» WHAT THE EXERCISE ASKS: For the string "image", state how many lines of the data hold it. Give nothing besides the number.

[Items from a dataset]
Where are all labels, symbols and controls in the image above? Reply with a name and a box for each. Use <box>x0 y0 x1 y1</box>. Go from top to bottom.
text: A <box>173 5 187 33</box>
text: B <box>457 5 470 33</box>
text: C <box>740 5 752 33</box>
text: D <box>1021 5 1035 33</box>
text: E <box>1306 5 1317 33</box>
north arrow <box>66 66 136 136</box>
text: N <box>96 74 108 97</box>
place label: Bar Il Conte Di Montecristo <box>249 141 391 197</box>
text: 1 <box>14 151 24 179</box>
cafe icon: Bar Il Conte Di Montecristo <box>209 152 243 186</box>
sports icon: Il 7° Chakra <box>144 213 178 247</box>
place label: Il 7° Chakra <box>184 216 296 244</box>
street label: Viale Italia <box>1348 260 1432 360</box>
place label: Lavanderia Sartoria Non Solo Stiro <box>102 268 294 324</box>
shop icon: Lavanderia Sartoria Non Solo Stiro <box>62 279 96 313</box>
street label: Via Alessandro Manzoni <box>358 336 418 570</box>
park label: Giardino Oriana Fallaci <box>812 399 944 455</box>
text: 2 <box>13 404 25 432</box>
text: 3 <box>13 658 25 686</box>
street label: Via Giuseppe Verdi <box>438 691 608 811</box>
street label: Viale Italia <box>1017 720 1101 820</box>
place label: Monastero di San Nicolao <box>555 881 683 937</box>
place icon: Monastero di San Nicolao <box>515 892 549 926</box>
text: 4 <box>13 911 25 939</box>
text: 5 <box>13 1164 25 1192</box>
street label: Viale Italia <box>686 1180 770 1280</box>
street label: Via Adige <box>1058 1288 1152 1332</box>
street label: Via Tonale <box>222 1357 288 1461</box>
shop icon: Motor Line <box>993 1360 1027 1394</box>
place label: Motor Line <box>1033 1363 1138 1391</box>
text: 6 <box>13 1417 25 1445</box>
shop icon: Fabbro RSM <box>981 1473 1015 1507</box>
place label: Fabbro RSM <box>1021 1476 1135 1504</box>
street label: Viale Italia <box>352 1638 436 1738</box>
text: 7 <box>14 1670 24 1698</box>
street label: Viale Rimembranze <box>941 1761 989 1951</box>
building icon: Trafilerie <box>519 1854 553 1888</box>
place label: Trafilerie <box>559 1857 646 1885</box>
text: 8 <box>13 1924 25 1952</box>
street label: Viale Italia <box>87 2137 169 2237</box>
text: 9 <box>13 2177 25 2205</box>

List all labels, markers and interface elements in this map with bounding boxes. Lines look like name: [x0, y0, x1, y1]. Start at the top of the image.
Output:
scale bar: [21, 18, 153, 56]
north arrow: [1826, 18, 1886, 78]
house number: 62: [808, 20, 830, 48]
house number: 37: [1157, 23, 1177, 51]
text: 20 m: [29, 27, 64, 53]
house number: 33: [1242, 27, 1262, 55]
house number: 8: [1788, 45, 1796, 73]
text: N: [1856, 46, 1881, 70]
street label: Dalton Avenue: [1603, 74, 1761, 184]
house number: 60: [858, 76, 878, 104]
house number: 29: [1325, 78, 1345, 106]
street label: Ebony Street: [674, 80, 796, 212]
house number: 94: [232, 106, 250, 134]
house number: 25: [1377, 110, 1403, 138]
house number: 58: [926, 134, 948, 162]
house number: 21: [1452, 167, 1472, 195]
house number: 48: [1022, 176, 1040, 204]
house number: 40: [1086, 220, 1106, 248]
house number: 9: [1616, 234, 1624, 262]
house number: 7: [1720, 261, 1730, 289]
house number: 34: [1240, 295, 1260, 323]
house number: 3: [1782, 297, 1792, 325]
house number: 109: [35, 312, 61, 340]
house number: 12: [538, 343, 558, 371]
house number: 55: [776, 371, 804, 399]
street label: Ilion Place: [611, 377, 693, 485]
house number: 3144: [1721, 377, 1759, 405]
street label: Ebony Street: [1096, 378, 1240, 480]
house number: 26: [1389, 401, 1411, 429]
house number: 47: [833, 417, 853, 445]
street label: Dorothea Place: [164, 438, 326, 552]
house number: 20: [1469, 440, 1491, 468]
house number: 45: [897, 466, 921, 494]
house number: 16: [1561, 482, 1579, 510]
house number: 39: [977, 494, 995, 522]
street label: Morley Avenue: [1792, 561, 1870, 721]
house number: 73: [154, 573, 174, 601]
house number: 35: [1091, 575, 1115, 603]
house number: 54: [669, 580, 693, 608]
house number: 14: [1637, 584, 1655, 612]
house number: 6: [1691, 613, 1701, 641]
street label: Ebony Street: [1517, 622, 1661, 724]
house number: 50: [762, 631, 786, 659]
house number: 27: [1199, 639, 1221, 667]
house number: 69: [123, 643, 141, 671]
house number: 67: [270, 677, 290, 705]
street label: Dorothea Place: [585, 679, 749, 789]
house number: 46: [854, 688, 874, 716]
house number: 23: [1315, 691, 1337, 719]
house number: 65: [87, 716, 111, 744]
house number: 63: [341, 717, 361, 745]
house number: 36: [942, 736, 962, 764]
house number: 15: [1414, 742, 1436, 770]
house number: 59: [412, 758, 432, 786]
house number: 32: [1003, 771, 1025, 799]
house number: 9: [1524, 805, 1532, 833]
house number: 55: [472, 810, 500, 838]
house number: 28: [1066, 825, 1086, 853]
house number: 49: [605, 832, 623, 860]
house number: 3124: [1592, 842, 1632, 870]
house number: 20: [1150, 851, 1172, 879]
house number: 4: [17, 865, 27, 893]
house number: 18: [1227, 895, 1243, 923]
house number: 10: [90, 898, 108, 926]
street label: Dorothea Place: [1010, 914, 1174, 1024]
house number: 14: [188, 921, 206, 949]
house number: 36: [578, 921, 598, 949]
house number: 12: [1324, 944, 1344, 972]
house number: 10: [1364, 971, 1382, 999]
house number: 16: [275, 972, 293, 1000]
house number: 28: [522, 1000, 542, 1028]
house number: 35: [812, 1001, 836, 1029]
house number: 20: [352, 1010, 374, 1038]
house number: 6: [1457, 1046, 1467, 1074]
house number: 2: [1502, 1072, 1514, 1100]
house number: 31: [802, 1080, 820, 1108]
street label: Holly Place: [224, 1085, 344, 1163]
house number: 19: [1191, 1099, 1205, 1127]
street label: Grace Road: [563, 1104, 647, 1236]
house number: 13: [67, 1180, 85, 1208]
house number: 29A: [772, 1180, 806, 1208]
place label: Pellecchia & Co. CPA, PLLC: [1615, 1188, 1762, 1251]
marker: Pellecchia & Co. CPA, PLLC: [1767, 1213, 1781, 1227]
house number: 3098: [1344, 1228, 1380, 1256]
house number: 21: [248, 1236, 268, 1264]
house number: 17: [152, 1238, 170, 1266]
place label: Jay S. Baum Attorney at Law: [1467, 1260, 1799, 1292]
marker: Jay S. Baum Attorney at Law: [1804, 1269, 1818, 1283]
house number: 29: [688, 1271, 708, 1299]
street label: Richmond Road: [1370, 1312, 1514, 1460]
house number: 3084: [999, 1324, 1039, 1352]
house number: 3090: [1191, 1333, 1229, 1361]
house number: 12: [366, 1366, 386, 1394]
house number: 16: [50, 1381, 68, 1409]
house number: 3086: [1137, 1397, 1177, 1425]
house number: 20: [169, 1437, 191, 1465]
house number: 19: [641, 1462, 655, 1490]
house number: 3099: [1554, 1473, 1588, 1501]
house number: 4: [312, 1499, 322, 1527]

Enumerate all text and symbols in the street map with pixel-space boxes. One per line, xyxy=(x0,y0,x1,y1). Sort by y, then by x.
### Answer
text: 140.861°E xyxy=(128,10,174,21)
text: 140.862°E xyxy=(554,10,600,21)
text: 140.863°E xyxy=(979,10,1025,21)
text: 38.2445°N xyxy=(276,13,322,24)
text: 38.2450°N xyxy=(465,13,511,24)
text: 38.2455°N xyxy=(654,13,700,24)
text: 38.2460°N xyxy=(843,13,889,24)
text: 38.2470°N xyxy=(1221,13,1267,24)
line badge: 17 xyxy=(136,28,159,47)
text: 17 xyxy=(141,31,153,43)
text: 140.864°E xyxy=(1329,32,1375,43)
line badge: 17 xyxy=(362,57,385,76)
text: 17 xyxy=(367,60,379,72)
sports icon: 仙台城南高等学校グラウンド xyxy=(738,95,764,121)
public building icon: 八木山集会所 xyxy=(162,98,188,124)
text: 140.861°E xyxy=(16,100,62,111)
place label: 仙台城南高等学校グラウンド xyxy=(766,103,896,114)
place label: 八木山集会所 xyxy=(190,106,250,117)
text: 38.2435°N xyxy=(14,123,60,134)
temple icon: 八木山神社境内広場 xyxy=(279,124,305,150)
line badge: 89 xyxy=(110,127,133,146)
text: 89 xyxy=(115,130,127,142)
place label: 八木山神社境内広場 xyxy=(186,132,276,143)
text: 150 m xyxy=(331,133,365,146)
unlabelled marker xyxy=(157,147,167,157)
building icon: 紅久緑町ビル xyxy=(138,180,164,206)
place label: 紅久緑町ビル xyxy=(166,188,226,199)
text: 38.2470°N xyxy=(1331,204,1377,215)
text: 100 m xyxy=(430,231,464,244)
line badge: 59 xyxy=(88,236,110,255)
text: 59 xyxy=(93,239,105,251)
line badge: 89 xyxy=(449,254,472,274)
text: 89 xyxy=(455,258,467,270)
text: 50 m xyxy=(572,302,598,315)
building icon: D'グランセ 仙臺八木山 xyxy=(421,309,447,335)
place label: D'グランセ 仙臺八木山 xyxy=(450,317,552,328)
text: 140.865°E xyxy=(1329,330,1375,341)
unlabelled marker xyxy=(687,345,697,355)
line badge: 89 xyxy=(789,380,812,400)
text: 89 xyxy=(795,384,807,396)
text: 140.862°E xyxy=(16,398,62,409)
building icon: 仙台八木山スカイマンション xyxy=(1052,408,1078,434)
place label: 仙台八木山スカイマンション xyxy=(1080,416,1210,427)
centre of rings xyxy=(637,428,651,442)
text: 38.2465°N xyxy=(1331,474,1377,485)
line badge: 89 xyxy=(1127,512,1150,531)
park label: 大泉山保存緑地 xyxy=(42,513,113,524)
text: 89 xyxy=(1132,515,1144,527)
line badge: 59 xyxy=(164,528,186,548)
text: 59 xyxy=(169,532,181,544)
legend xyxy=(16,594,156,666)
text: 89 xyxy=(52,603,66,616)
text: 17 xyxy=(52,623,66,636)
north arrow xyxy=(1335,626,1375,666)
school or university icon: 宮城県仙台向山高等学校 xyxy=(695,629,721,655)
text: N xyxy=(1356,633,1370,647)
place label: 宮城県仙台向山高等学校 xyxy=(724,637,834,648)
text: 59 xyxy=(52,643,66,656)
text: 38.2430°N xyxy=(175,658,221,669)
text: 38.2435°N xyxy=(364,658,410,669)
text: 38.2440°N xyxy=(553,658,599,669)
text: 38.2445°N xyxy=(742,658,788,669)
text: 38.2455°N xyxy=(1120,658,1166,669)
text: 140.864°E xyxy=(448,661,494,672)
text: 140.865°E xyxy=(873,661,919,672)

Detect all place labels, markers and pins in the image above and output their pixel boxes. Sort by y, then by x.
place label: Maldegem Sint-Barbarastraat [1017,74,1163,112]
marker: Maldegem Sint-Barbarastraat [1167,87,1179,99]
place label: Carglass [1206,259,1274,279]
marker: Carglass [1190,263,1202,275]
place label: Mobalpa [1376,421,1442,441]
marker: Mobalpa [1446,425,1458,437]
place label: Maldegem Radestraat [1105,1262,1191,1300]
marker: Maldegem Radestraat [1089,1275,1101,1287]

» TASK ANSWER: 3